アニやライナーたちの家族を含むレベリオのエルディア人も、列車でスラトア要塞へ避難します。そこへ始祖の巨人となったエレンと、無数の超大型巨人が迫ってきました。
ミュラー長官は残された飛行船へ爆弾を積み、エレンの始祖の巨人を空から攻撃しようとします。しかし、獣の巨人の姿をした巨人による投石を受け、飛行船部隊は壊滅しました。
この絶望的な状況で現れたのが、エレンを止めるためにパラディ島から来たアルミンたちです。かつてマーレが「島の悪魔」と呼んだ人々が、世界を救う側として要塞へ到着するという逆転が描かれます。
ファイナルシーズンの背景を振り返りたい方は、ヴィリー・タイバーの演説と目的もあわせてご覧ください。
ミュラー長官の演説は何話?
ミュラー長官の演説が描かれるのは、原作第134話「絶望の淵にて」です。単行本では第33巻に収録されています。
アニメでは『進撃の巨人 The Final Season 完結編(前編)』の終盤にあたり、話数へ分割した再編集版では第90話「絶望の淵にて」です。
配信サービスによっては第90話ではなく「完結編(前編)」と表示されることがあります。
ミュラー長官の演説の内容と意味を考察
地鳴らしが迫るなか、ミュラー長官は要塞の人々へ向けて、「この責任は我々すべての大人達にある」と語ります。
演説の中心にあるのは、マーレ社会が自分たちの問題をパラディ島へ押しつけ、エルディア人への憎悪を政治や戦争に利用してきたという反省です。

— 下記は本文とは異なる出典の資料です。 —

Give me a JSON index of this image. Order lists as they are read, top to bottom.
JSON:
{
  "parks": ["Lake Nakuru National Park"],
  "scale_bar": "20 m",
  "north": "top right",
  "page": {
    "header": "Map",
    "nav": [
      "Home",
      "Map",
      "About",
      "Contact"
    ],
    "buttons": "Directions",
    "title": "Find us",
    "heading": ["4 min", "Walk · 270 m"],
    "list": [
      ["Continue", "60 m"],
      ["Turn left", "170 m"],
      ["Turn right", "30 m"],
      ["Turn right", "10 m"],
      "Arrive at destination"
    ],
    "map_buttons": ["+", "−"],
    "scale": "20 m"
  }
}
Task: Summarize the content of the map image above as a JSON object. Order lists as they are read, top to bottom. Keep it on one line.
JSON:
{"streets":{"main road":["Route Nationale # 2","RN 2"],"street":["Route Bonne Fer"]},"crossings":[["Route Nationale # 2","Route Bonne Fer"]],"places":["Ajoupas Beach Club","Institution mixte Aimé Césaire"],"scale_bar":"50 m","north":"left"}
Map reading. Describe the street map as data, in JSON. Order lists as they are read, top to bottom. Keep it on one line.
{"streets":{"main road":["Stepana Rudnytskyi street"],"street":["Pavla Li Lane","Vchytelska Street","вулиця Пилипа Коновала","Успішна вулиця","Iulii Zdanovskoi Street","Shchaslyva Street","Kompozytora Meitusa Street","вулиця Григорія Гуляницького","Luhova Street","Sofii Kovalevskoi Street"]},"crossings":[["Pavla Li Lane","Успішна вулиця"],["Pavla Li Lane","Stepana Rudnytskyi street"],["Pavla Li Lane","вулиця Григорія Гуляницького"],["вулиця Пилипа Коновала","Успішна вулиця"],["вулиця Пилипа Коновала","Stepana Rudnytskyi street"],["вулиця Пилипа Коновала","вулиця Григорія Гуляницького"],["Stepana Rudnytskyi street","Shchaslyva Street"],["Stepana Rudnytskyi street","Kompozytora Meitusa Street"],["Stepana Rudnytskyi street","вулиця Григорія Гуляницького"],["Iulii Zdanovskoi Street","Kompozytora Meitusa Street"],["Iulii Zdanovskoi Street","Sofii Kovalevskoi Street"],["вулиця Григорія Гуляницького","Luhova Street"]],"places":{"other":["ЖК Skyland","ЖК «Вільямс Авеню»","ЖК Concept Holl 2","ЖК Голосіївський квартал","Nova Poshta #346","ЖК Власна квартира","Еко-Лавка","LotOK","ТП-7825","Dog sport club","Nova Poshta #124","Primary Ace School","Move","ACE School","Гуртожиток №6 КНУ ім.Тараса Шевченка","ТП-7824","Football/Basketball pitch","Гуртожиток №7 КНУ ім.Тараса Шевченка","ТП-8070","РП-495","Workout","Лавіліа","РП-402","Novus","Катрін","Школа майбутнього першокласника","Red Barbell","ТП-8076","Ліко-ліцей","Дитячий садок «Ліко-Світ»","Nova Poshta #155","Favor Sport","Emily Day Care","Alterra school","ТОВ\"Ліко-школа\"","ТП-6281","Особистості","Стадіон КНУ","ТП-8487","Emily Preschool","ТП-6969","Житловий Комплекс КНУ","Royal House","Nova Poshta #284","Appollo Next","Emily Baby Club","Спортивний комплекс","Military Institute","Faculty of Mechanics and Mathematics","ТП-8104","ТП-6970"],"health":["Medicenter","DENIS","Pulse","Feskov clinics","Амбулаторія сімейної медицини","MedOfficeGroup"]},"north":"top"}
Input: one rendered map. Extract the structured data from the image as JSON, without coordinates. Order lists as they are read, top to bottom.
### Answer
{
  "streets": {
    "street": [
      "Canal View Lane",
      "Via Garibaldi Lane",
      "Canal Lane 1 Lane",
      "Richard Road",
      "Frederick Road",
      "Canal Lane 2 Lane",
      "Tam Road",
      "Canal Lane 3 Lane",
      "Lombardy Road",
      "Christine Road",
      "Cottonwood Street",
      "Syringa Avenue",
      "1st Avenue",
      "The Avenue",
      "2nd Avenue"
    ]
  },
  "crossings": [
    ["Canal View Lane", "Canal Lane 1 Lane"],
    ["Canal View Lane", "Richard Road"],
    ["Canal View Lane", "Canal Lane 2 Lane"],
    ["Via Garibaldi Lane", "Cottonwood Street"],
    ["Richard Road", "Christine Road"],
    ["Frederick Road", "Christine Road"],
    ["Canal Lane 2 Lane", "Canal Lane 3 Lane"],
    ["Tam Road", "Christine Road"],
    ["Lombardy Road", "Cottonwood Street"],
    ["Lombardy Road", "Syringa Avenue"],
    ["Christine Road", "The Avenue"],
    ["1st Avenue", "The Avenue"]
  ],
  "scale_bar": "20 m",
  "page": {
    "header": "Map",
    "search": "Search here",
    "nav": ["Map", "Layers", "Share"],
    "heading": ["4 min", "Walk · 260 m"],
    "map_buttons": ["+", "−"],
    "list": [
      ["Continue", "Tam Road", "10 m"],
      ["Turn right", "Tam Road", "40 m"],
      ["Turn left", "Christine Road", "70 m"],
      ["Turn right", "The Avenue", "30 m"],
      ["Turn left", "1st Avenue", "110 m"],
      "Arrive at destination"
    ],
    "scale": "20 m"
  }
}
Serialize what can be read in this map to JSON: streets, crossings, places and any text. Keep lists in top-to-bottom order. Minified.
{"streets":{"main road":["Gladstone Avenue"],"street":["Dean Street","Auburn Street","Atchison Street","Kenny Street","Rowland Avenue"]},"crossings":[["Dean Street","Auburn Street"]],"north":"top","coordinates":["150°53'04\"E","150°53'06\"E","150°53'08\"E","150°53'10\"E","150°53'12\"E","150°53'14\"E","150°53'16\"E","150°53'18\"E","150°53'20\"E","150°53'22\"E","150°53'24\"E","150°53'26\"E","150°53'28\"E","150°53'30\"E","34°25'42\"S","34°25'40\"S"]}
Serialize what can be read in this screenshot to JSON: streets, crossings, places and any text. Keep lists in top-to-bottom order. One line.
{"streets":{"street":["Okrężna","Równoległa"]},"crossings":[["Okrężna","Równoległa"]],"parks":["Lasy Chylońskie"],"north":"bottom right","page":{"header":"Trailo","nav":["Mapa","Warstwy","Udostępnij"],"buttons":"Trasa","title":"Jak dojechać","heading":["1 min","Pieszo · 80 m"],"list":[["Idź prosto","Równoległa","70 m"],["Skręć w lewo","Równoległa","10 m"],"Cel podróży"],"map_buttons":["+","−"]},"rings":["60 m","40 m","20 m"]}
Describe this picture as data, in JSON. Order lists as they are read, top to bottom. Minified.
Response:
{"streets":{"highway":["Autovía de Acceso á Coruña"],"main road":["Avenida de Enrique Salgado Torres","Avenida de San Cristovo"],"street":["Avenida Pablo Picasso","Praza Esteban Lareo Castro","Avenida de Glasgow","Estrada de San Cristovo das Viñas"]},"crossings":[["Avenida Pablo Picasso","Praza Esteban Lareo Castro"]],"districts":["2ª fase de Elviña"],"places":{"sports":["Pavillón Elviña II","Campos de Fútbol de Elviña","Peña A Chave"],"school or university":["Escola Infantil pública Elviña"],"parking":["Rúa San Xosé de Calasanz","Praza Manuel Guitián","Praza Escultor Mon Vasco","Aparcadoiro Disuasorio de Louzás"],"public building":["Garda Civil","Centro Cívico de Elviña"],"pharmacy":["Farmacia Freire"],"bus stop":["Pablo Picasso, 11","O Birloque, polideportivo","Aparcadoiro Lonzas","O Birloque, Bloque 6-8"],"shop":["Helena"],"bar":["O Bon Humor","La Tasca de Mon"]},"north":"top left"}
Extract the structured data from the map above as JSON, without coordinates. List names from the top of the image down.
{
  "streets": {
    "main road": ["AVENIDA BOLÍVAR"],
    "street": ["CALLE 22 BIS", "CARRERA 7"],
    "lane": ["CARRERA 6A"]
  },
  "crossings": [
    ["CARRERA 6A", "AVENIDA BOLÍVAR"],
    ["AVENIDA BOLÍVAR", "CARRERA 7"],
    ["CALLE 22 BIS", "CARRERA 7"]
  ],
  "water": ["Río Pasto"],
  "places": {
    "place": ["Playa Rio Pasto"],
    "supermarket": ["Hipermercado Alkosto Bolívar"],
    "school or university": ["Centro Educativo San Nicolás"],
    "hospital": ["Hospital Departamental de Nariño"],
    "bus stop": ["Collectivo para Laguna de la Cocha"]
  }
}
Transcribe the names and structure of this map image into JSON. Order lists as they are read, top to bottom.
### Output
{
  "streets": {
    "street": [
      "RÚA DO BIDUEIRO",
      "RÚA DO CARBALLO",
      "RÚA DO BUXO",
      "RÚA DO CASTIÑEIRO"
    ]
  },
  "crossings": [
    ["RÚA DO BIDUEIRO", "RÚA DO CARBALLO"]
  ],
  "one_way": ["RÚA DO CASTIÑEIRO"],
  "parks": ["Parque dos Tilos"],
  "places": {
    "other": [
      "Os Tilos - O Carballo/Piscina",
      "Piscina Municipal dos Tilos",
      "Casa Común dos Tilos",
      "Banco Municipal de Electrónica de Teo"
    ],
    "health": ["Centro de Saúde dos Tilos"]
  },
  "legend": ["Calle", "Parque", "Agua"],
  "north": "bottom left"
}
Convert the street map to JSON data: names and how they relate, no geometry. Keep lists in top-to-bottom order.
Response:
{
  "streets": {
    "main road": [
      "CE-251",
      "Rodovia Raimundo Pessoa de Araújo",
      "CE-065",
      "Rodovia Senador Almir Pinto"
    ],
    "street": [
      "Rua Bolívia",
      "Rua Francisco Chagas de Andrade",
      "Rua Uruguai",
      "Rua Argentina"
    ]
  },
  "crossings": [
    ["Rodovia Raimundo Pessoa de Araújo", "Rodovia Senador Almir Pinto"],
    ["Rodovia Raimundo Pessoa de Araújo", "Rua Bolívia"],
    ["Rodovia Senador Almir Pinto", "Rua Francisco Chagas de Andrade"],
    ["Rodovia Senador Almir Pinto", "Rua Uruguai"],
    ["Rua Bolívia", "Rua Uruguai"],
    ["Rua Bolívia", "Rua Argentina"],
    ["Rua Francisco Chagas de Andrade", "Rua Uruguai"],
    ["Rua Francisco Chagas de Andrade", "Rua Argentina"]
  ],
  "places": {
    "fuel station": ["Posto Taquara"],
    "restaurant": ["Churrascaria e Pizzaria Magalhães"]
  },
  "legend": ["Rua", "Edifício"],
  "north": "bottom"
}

ミュラー長官はエレンの地鳴らしを正当化しているわけではありません。世界を滅ぼす行為を前にしながら、その怪物を生み出すまで憎しみを積み重ねてきた側の責任からも目をそらさなかったのです。
意味1.子どもへ憎しみを背負わせた大人の責任
『進撃の巨人』では、過去の罪を次の世代へ背負わせる構図が繰り返し描かれます。
マーレはエルディア人の子どもを戦士候補生として育て、パラディ島では子どもたちが大人の始めた戦争へ巻き込まれました。ミュラー長官の演説は、その責任を子どもではなく大人が引き受けるべきだという宣言です。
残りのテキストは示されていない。